冬日的冷冽似乎并未影响到安梁山,马车沿着山道摇摇晃晃上前,积雪竟变得越来越少。
等遥遥看到别苑大门,周围再无半点白色。
马车停下,顾景行率先跳下马车,而后朝身后伸出手准备扶谢时亦。
谢时亦先是伸出脑袋,左右瞧了瞧,随后眸光一转,绕过顾景行的手,挺着身子像条僵硬的大鲤子鱼一般,出溜下来。
当然,身上没穿那件比棉被还厚的大氅。
出溜下来后他撒丫子朝别苑跑去,唯恐晚一步会被顾景行抓住,又不得不穿上大氅。
“你跑慢点儿,别摔了!”
顾景行高喊出声,无奈扶额。
原来谢时亦真正的性格竟是如此跳脱,喜欢调皮搞怪,思维更是习惯跳跃,有时候做出的事情简直让人啼笑皆非。
但顾景行并不觉得麻烦,相反他很喜欢这种小跳脱。
因为真实。
光风霁月谢帝师确实夺目妖艳,闪闪发光,可相处下来却总觉得跟他隔着些什么。
他无数次想要冲破,却一次又一次地不得其法。
直到酒醉那一晚。
回忆过往,顾景行在别苑门口站了半晌。
谢时亦跑了很远,一回头才发现他没动,急切地催促:“愣着做什么?快进来呀,不冷么?”
顾景行:“来了。”
疾走几步追上谢时亦,他把人拢进怀中半抱着往前走。
谢时亦难得没有挣扎,顺从地贴着。
不是他乖,主要是没穿大氅是真有点冷,别苑建的也奇怪,院里竟能吹进山风,刮到脸上跟刀子似的。
顾景行虽然穿得也不多,架不住他长得高,正好能挡住凛冽的山风。
把头躲在顾景行怀里,谢时亦低头露出一抹小得意。
只要他装作不经意的顺从,顾景行就不会因为没穿大氅而念叨他。
丝毫不知道,自己的一举一动早就被看破,还顺势赠了一波温柔陷阱。
约莫走了一刻钟,别苑内蜿蜒的山道总算走到尽头。
谢时亦松开顾景行,一溜烟闷头冲刺钻进房:“我去,终于到了,差点给小爷冻死!”
屋子里,几个太监和宫女已经候了许久。
见谢时亦冲进门,一个年龄大点的宫女,机灵地送上汤婆子。
热乎乎的汤婆子踹进怀里,温度从胸口随着血液蔓延,缓缓灌入四肢百骸。
谢时亦稳稳抱住,舒服的深吸好几口气。
待顾景行进门,伺候的人端上甜汤,谢时亦端起一碗递给他。
“快尝尝,红枣酒酿小圆子,还加了桂花,好香。
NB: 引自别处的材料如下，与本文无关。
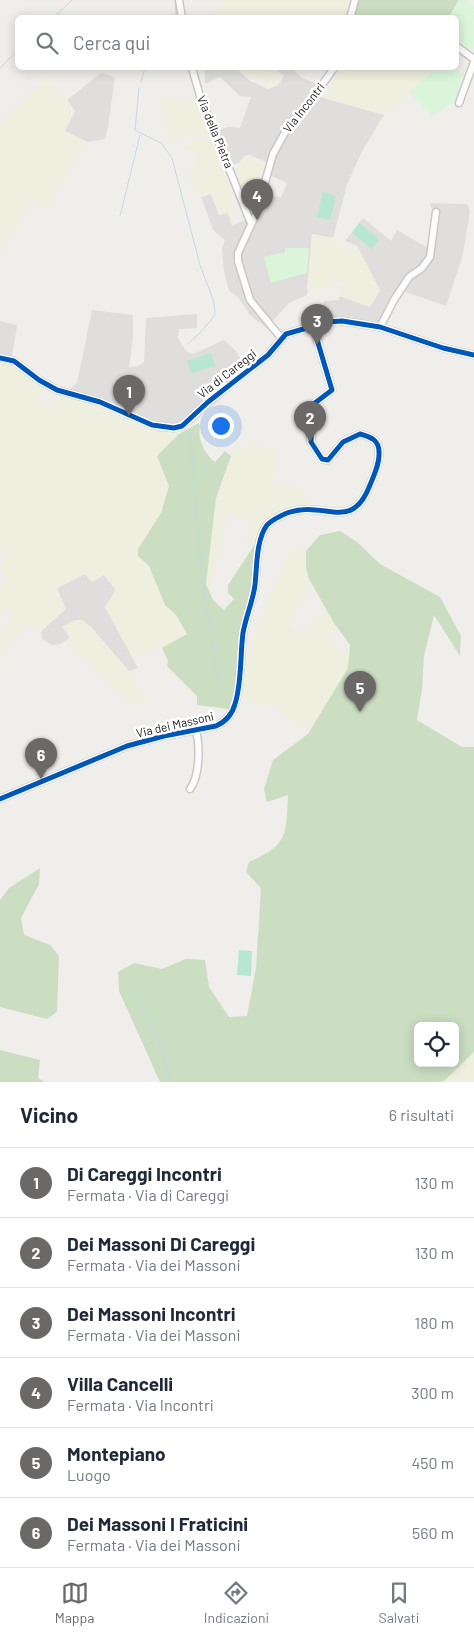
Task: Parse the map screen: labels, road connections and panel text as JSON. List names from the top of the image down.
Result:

”
说完他突然又收回手,回头悄悄看了送甜汤的小太监一眼。
随后敛下眸子,把甜汤一饮而尽:“算了,你不爱吃甜的,还是我来吧。”
顾景行桂花过敏。
这本不是什么大不了的事情,但事关帝王康健,是不能说的禁忌。
除了极为亲近的信任之人,其他人都不该知道。
谢时亦没提,是信不过别苑里的下人。
顾景行接过空碗递给王德福,安抚地握住谢时亦的手:“你喜欢就好。”
说话间,王德福已经带着其他人退出去。
谢时亦左右瞧了瞧,才贴到顾景行耳边,低声问道:“别苑的膳食还没让王公公对接?”
为了让顾景行听清楚,他踮着脚尖,半个身子都趴到他身上。
两人离得极近。
只要顾景行稍微动一下,脸颊便能擦到他的唇瓣。
谢时亦丝毫不觉有什么奇怪,倒是顾景行,喉结来回翻滚好几次,硬是没舍得后退半点儿。
“不着急,”他吞咽了下,让声音不是那么干涩,“别苑的人换过几次,除了外院洒扫的,其他都是从宫里带来的。”
紧张的情绪缓解。
谢时亦后退两步,放心道:“那就好,我还以为……”
以为又像暖房那次一样,别苑里也混进了想对顾景行不利的人。
好在并不是。
警报解除,谢时亦松了一口气,思绪顿时转到玩上去。
他大眼睛咕噜噜转了转几圈,琢磨着温泉池应该怎么玩,不知道隆安王朝的温泉池,有没有他那个世界的花样。
红酒池、花瓣池、中药池还有星空露天池……
要是再有SPA服务就更好了。
正琢磨着,眼前突然投来一片阴影,谢时亦抬头。
正对上顾景行的下巴,刀削般的下颌线,线条凌厉而性感。
真不愧是能救世的男人,别管身世凄不凄凉,五官相貌和身材,那绝对是女娲毕设。
只是再帅的面孔,乍然出现在眼前,离得这么近,也会让人倍感压力。
尤其是还有越来越近的趋势。
谢时亦愣了愣,脚下忍不住后退几步。
“你,你怎么了?”
顾景行没有回答,依旧在步步紧逼。
他眸色深沉,宛若深潭,情绪看不出喜怒。
谢时亦一退再退,直到后腰靠到桌子,下意识双手捂在胸前,很是炸毛:“到底怎么了?有话你说呀!”
顾景行总算是停下来,伸手拉住谢时亦的胳膊。
“你怎么知道我桂花过敏?”
谢时亦抬头:“啊?”
他刚刚有说过他桂花过敏吗?
好像没有吧。
没等他理清楚,顾景行压低上身,一张俊脸几乎要压到他脸上。
质问随灼热的气息一起喷出:“常年生活在惜薪司,根本不曾与我亲近,最近月余,你虽与我生活在一起,却从未接触过膳食,也未曾见我服用过桂花,所以你是从哪知道的?”
顾景行是故意的。
他没想逼迫谢时亦。
可目前这种亲密中带着隔阂的关系,让他有些急切。
谢时亦不排斥他的靠近,也不排斥偶尔的拥抱,却从来没想过跟他更进一步,亦或是确认关系。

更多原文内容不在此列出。